経営については開業してまだ1年半ですから、順調かといえば正直まだ軌道に乗らない部分もあります。
ただ、それでも今は非常に楽しくできていますし、とても充実していると感じています。

例えば、今オペレーターとして1人来てもらっていますが、その人と「これはよくないんじゃないか」「この業務フローは変えたほうがいいんじゃないか」といったことも、徹底的に話をして業務改善を図っているんですよね。

患者さんから声がかかればすぐに飛んで行けますし、そういう意味で非常に良い環境で仕事ができていると思っています。

 

―現在、お店で取り組んでいることはありますか?

熊谷:

やはり、まだ開業して1年半ですから、まずは患者さんとの信頼関係を構築することを考えています

そのためには、患者さん一人一人の生活、服用している薬、キャラクター(性格)を見極めて、その人に合った方法で患者さんごとに対応を変えています。
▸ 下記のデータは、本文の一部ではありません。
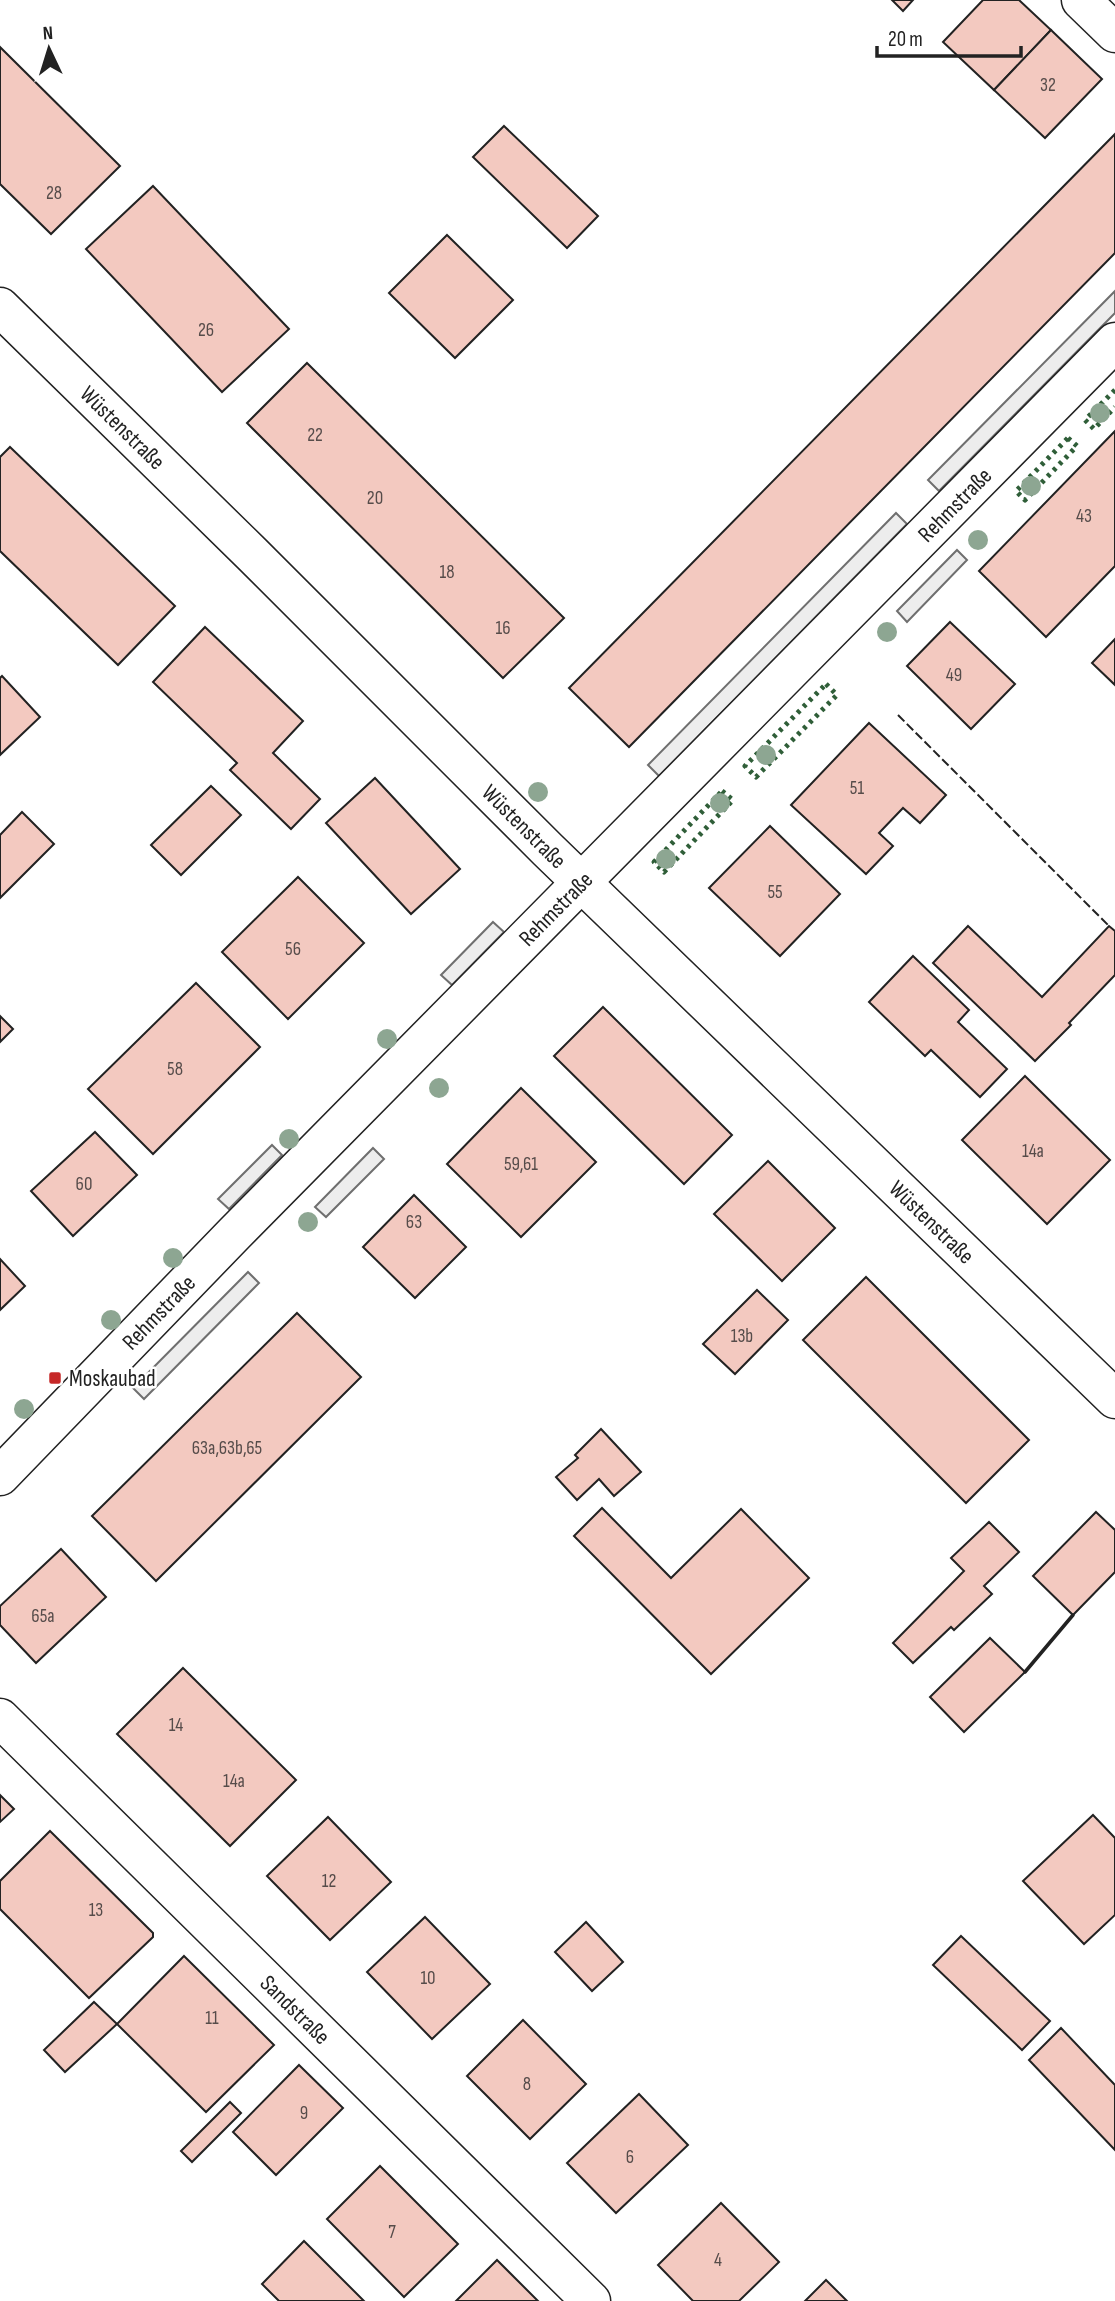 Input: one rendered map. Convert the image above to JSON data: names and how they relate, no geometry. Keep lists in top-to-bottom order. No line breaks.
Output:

そして患者さんの生活の質を上げられるよう努力しています。

決して自慢ではありませんが、「薬局でこんなにようしてくれたのは初めてだ」とか「こんなに相談ができたのは他の薬局ではないよ」と言われることが、少しずつ増えてきましたね。

 

薬剤師が独立するために必要なこと

―独立を決意し、開業するまで…まず何をすべきでしょうか

熊谷:

そもそも、一人で開業するには限界があります。

薬局を開くにあたっては、まずは仲間を作ることが大切だと思います。
仲間と言っても友達ではなく、開業する際のパートナーとなってくれる友人や、取引先であったり。

そして、

  • どこに開局するのか
  • 人の流れはどうなのか
  • 収支予測はどうなのか など

こういった様々なシミュレーションを行うことも大切です。

仕事をしながら一人で開業の準備をすべてするというのは非常に難しいものですが、私の場合、薬局開局にあって、今の従業員もそうですし医薬品の卸も協力をしてくれ、とても感謝しています。

中でも特によく相談したのは、薬局に出入りしている医薬品業者さんですかね。
地域の医療機関の動向や立地はどこがいいなど、いろいろな情報を持っています。

そういう方たちがお手伝いをしてくれたので、開業の際には非常に心強い存在となりました。

 

―開業までの準備期間中に一番大変だったことは何ですか?

熊谷:

勤務薬剤師としての仕事をしながらの開業準備はとても大変でした。

時間的な制約がある中で、勤務時間外にほとんどのことをしなくてはなりません。
そういう意味でも、一人ではなく、パートナーの存在は欠かせませんね。

 

―今まで働いていた薬局での良い点は取り入れていますか?

熊谷:

4つの薬局を経験していますので、色々なところを見てきて、良かった点、悪かった点はそれぞれにあります。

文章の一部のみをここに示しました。